(Collected data)

========

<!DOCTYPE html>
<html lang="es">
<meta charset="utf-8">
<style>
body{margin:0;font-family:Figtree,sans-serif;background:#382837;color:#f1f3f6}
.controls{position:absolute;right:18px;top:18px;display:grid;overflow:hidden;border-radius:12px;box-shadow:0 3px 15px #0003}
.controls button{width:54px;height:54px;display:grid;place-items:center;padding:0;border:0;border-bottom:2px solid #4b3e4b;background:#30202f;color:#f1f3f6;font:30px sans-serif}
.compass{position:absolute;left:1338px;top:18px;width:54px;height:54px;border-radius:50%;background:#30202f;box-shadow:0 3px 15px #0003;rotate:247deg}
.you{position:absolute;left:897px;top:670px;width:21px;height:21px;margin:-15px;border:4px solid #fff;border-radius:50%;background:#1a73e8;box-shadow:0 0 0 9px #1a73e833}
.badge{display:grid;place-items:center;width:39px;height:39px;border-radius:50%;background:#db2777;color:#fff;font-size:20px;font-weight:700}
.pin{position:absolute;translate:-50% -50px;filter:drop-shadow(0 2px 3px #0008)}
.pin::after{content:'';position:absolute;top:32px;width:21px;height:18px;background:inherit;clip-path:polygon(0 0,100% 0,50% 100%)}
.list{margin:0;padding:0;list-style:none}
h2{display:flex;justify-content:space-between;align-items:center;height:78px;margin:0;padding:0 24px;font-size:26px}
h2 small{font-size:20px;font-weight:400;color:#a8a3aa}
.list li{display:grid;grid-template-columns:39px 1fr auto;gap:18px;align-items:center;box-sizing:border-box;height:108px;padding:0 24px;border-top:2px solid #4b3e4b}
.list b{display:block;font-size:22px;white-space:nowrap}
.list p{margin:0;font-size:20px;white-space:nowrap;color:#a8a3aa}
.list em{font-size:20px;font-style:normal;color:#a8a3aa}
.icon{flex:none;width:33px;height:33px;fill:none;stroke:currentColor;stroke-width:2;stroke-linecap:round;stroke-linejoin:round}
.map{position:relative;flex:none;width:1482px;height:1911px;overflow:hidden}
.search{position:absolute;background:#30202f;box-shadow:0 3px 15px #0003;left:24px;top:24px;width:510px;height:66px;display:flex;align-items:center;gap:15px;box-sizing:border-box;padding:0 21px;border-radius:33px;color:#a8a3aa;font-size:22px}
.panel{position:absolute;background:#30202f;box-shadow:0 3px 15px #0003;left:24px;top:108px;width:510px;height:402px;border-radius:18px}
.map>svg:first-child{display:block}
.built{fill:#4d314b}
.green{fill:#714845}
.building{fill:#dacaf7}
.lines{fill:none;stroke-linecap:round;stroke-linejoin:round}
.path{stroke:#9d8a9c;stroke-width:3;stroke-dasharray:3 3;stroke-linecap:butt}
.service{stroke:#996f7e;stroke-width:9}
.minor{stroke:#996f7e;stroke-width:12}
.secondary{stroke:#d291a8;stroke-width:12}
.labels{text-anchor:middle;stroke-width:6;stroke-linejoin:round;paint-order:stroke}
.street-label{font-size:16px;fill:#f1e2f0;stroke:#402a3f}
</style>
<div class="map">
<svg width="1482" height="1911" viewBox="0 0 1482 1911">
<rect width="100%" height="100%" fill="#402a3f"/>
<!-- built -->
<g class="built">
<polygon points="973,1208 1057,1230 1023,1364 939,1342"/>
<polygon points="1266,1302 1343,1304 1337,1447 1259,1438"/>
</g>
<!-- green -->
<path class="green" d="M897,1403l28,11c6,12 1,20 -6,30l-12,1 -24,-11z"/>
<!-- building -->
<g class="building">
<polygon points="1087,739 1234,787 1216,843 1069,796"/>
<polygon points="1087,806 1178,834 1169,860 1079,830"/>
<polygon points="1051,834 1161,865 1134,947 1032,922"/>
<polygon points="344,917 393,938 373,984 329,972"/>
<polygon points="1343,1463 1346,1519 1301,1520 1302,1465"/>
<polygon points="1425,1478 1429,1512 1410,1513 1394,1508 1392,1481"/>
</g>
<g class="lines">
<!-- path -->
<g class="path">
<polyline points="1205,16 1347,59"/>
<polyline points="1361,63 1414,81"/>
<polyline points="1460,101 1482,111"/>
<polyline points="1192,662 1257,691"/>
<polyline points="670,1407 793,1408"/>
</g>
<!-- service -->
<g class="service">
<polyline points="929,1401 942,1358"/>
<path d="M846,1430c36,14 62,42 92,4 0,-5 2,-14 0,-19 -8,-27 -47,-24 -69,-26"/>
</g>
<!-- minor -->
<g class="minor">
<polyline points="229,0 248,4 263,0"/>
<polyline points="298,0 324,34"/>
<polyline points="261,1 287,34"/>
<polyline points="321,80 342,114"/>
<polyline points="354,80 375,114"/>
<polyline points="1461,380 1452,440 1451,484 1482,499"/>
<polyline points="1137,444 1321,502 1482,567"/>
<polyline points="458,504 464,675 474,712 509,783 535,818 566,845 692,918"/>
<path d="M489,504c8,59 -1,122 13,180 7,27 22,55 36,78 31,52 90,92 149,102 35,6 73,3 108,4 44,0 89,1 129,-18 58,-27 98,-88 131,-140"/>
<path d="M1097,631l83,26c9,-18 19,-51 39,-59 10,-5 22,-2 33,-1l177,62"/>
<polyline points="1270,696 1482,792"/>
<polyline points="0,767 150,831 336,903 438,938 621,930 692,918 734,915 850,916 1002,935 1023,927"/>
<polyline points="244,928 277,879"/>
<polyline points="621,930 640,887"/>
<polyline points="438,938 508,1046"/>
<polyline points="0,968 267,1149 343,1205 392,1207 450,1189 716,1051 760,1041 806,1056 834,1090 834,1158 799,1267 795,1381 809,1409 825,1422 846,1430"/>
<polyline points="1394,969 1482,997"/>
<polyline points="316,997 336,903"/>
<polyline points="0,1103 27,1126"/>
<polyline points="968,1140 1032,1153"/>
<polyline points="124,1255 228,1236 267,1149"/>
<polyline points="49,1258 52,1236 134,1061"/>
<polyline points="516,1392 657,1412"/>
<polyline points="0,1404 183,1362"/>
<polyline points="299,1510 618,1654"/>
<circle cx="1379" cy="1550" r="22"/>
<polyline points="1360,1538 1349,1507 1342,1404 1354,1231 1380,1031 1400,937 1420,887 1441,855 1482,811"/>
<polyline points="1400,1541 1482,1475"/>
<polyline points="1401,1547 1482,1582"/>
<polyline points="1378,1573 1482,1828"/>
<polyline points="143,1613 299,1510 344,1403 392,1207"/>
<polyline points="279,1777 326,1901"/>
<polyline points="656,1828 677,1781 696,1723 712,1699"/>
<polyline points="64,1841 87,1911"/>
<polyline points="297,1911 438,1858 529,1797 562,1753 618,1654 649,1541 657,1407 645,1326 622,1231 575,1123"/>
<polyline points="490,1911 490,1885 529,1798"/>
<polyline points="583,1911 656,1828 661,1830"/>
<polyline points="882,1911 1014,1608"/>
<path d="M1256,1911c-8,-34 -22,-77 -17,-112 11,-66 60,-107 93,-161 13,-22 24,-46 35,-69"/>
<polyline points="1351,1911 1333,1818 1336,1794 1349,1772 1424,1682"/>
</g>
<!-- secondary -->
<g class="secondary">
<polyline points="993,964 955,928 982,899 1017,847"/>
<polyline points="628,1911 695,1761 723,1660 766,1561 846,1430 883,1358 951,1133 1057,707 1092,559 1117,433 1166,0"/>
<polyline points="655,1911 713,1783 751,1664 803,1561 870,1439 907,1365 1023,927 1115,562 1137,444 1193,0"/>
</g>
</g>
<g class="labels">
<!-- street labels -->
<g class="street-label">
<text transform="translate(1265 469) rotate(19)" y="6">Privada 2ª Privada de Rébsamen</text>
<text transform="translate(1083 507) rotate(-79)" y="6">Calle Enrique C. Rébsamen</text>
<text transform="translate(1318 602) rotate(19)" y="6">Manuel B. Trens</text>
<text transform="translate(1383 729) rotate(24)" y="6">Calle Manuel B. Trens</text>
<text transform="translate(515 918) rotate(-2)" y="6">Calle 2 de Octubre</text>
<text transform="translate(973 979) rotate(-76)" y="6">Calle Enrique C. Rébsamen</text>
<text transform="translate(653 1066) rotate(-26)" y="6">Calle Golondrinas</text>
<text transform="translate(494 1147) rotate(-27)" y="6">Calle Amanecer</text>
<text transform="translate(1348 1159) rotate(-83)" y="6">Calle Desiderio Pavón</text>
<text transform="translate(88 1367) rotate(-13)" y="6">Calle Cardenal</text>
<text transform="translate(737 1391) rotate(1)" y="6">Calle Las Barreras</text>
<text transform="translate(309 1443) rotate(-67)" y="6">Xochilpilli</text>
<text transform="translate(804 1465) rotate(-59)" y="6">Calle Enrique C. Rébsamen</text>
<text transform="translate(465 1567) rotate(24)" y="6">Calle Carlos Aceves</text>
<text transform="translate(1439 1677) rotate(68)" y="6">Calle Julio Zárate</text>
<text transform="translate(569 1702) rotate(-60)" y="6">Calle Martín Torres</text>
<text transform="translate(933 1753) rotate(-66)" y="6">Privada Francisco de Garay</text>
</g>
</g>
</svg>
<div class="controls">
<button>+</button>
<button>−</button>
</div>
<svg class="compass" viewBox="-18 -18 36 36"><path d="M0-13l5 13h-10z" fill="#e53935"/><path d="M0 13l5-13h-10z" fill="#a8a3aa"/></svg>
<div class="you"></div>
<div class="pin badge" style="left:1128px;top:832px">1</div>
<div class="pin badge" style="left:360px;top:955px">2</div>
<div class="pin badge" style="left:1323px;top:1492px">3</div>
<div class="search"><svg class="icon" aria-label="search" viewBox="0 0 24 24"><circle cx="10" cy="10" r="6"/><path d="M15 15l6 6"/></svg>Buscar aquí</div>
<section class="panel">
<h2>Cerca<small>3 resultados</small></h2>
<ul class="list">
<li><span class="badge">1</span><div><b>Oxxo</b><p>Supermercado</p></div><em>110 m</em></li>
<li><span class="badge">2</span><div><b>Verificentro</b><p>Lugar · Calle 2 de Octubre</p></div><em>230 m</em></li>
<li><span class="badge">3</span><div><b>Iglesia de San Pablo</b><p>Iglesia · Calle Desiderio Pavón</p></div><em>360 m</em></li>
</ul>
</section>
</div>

========

* _Exercise requirements_
The answer needed is a single number: how many lines in the records above hold the string "list". Please write nothing else.

* _Task result_
6